Mike Dunn, president of the club which raises money for the team, said the locker room at the football stadium houses lockers, shower facilities and equipment. When the locker rooms are being used, the equipment has to be pushed out of the way to make room, making it inaccessible for working out.
"It was built for 50 kids originally," Dunn said. "We've got 100 to 110 kids in there now and the overcrowding is terrible."
The facility includes only four shower heads for all of the players.
The club wants to build an outbuilding about 20 feet behind the locker room. The property isn't being used and the building would house the weight equipment and other training equipment, freeing up space in the locker room.
Earlier attempt died: A similar plan for a larger facility died for lack of interest about two years ago, said Duane Yeager, another club member, but he says they aren't giving up.
Costs haven't been determined because the club is hoping for some donations of services such as plumbing and electrical work. People interested in contributing to the effort may contact club members through the school district.
Yeager said stadium problems extend to cleaning and routine maintenance. The last few times the stadium has been painted, club members did it and paid for the paint, he said.
School board members said they realize the stadium needs work, but money is the problem.
"There are things that were not done to that facility for 20 years that should have been done regularly," said Rocky Riviella. "Where do you draw funds if you're short of money? Do you put it into the schools or put it into facilities? I'd like to put it into both."
History program: In other business, the board agreed to participate in a program aimed at improving the teaching of American history. The district will be part of a consortium with Youngstown State University and Girard, Alliance, Struthers and Campbell schools. The school districts were chose because of their similar educational and socioeconomic characteristics, said Dr. Tom Leary, a YSU history professor.

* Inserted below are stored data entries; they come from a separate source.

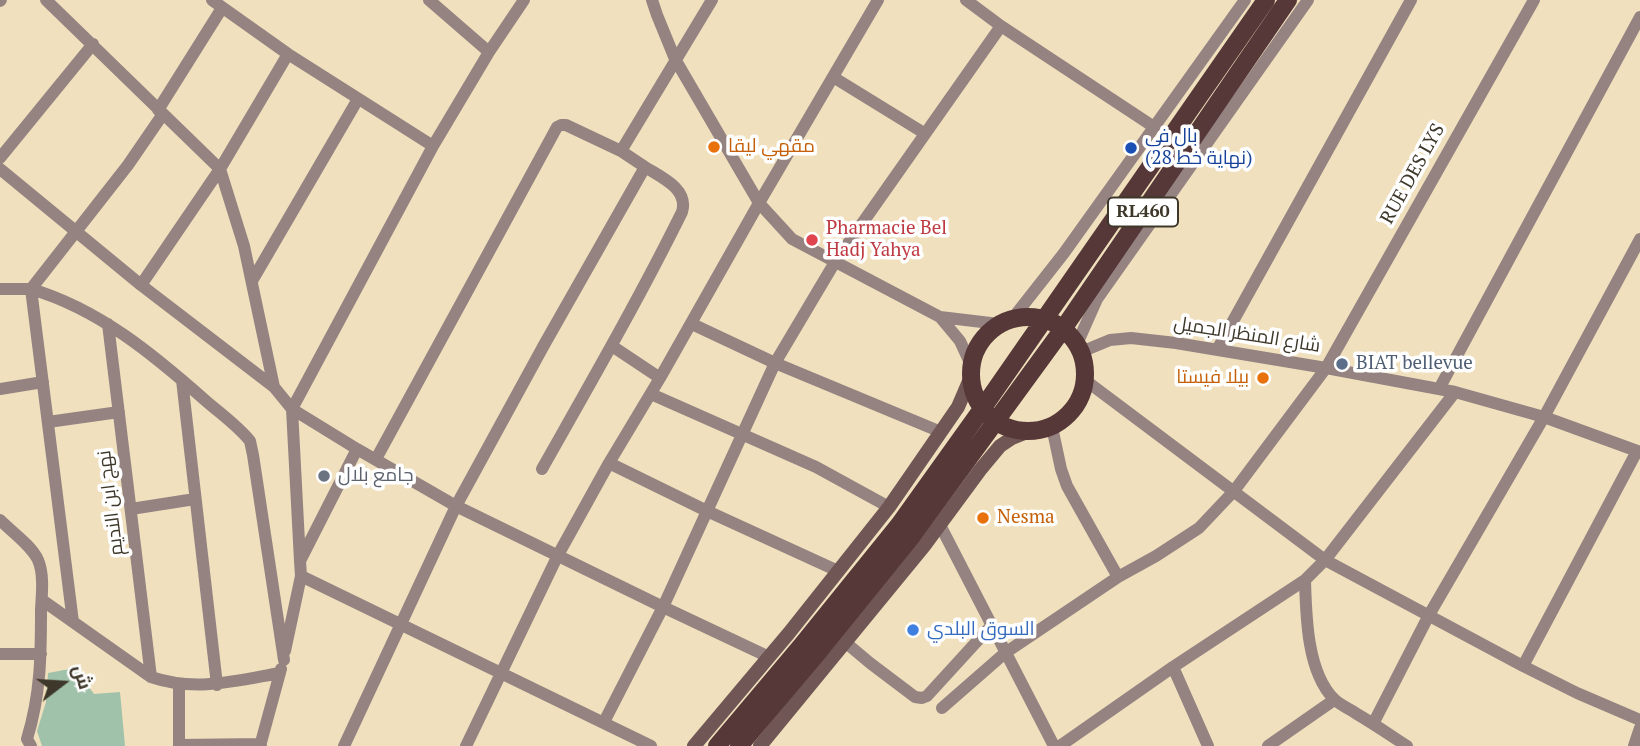 <!DOCTYPE html>
<html>
<head>
<meta charset="utf-8">
<style>
	body { margin:0 }
	#map { position:relative; width:1640px; height:746px; overflow:hidden; background:#f0e0bd; font-family:"PT Serif",Cairo,serif }
	canvas { display:block }
	.north { position:absolute; left:28px; top:648px; width:70px; height:70px; -webkit-text-stroke:5px #fff; paint-order:stroke; rotate:73deg; font-size:19px; font-weight:700; line-height:28px; text-align:center; color:#3e382a }
	.north::after { content:''; display:block; margin:auto; width:24px; height:32px; background:#3e382a; clip-path:polygon(50% 0,100% 100%,50% 72%,0 100%) }
</style>
</head>
<body>
<div id="map">
<canvas width="1640" height="746"></canvas>
<div class="north">ش</div>
</div>
<script>
const context = document.querySelector('canvas').getContext('2d');
context.lineJoin = 'round';
function fillPath(path, color) {
  context.fillStyle = color;
  context.fill(path, 'evenodd');
}
function strokePath(path, color, width, dash) {
  context.strokeStyle = color;
  context.lineWidth = width;
  context.lineCap = dash ? 'butt' : 'round';
  context.setLineDash(dash || []);
  context.stroke(path);
}
function drawText(font, color, halo, rows, align = 'center') {
  context.font = font + ' "PT Serif",Cairo,serif';
  context.lineWidth = 7;
  context.setLineDash([]);
  context.textBaseline = 'middle';
  context.strokeStyle = halo;
  context.fillStyle = color;
  for (const [text, x, y, turn = 0] of rows) {
    context.save();
    context.translate(x, y);
    context.rotate((+turn || 0) * Math.PI / 180);
    context.textAlign = isNaN(turn) ? turn : align;
    if (halo) context.strokeText(text, 0, 0);
    context.fillText(text, 0, 0);
    context.restore();
  }
}
fillPath(new Path2D(`
	M 75,668 L 94,694 L 120,692 L 125,746 L 42,746 L 37,731 L 46,702 L 48,673 Z`), '#a0c2aa');
strokePath(new Path2D(`
	M 46,0 L 220,169 L 244,246 L 274,387
	M 212,0 L 288,54 L 433,146
	M 429,0 L 489,52
	M 652,0 L 657,15 L 675,59 L 759,203 L 792,239 L 940,317 L 999,324
	M 966,0 L 1001,26 L 1154,127
	M 0,1 L 1,0
	M 833,77 L 924,133
	M 158,110 L 222,8
	M 0,158 L 93,44
	M 0,169 L 141,285 L 274,387 L 292,409 L 357,449 L 456,506 L 663,607 L 769,657
	M 252,281 L 358,99
	M 141,285 L 220,169 L 288,54
	M 0,289 L 31,289 L 128,165 L 163,114
	M 940,317 L 960,341 L 971,365
	M 1013,318 L 1064,253 L 1245,0
	M 108,324 L 151,677
	M 1077,344 L 1097,299 L 1308,0
	M 1217,350 L 1411,0
	M 1081,352 L 1110,340 L 1131,338 L 1176,343 L 1326,368 L 1455,392 L 1544,417 L 1640,452
	M 660,378 L 759,203 L 878,0
	M 182,380 L 217,685
	M 1085,380 L 1325,560 L 1523,666 L 1577,693 L 1640,720
	M 0,389 L 43,382
	M 1439,389 L 1640,17
	M 651,394 L 816,467 L 889,507
	M 48,422 L 119,412
	M 1052,427 L 1061,469 L 1067,486 L 1118,577
	M 941,432 L 775,363 L 835,262 L 1001,26
	M 357,449 L 300,561 L 301,576 L 651,746
	M 376,459 L 557,127 L 561,125 L 566,125 L 621,151 L 712,0
	M 609,463 L 707,511 L 838,571
	M 542,469 C 590,384 639,299 682,212 C 689,189 661,177 645,167
	M 131,509 L 195,499
	M 0,520 C 11,531 32,546 38,560 C 44,573 42,594 41,609 C 41,655 41,693 27,739 L 31,746
	M 940,525 L 1054,746
	M 300,561 L 292,409 L 433,146 L 489,52 L 524,0
	M 1305,580 C 1306,616 1307,672 1334,699 C 1340,705 1350,709 1357,714 C 1374,724 1390,735 1407,746
	M 42,600 L 151,677 C 195,692 235,681 280,673
	M 73,622 L 31,289 C 99,309 154,355 206,401 C 221,414 238,426 250,441 L 253,455 L 284,660
	M 845,642 L 870,663 L 915,697 L 922,698 L 927,696 L 991,626
	M 285,651 L 301,576
	M 0,654 L 41,654
	M 1523,666 L 1637,451
	M 1173,667 L 1208,746
	M 942,708 L 1005,653 L 1118,577 L 1156,556 L 1199,528 L 1234,491 L 1326,368 L 1534,0
	M 604,722 L 663,607 L 775,363 L 692,324
	M 1373,724 L 1429,615 L 1544,417 L 1640,239
	M 179,745 L 261,744
	M 179,746 L 179,684
	M 260,746 L 281,669
	M 344,746 L 456,506 L 544,345 L 645,167 L 621,151
	M 466,746 L 558,555 L 609,463 L 660,378 L 612,346
	M 1060,746 L 1173,667 L 1305,580 L 1325,560 L 1455,392
	M 1268,746 L 1334,700
	M 1634,746 L 1640,728`), '#958382', 12);
strokePath(new Path2D(`
	M 694,746 L 789,633 L 889,507 L 958,407 L 970,379
	M 760,746 L 924,546 L 980,470 L 1000,446 L 1012,438 L 1027,432`), '#705755', 14);
strokePath(new Path2D(`
	M971 374a57 57 0 1 1 114 0a57 57 0 1 1-114 0Z
	M 717,746 L 802,645 L 899,525 L 982,409 L 1266,0
	M 739,746 L 815,656 L 912,536 L 1063,329 L 1288,0`), '#553837', 18);
for (const [x, y, r, color] of [
	[714,147,7,"#e8710a"],
	[1131,148,7,"#1a4fb4"],
	[812,240,7,"#e0444e"],
	[1342,364,7,"#5c6f8a"],
	[1263,378,7,"#e8710a"],
	[324,476,7,"#6b7280"],
	[983,518,7,"#e8710a"],
	[913,630,7,"#3f7fe0"]
]) {
  const dot = new Path2D();
  dot.arc(x, y, r, 0, 2 * Math.PI);
  context.fillStyle = color;
  context.fill(dot);
  strokePath(dot, '#fff', 2.5);
}
for (const [x, y, w] of [
	[1143,212,70]
]) {
  const box = new Path2D();
  box.roundRect(x - w / 2, y - 14.5, w, 29, 5);
  context.fillStyle = '#fff';
  context.fill(box);
  strokePath(box, '#3e382a', 2);
}
drawText('bold 18px', '#3e382a', null, [
	["RL460",1143,212]
]);
drawText('19px', '#164399', '#fff', [
	["بال في",1145,137],
	["(نهاية خط 28)",1145,159]
], 'left');
drawText('19px', '#c56008', '#fff', [
	["مقهي ليقا",728,147],
	["بيلا فيستا",1249,378,"right"],
	["Nesma",997,518]
], 'left');
drawText('19px', '#3e382a', '#fff', [
	["RUE DES LYS",1413,174,-61],
	["شارع المنظر الجميل",1247,335,9],
	["نهج ابن النديم",111,503,-97]
]);
drawText('19px', '#be3a42', '#fff', [
	["Pharmacie Bel",826,229],
	["Hadj Yahya",826,251]
], 'left');
drawText('19px', '#4e5e75', '#fff', [
	["BIAT bellevue",1356,364]
], 'left');
drawText('19px', '#5b616d', '#fff', [
	["جامع بلال",338,476]
], 'left');
drawText('19px', '#366cbe', '#fff', [
	["السوق البلدي",927,630]
], 'left');
</script>
</body>
</html>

The group will apply for a three-year, $960,000 federal education department grant. The money would cover stipends and tuition costs for teachers who attend history-teaching classes, salaries for three people from the university to work in the school districts and materials structured to make it easier to teach history.
Leary said the group expects to learn by the fall whether or not it receives the grant.
"This particular group of schools was not on their radar," Leary said of the education department. "We think that makes our chances for funding particularly good."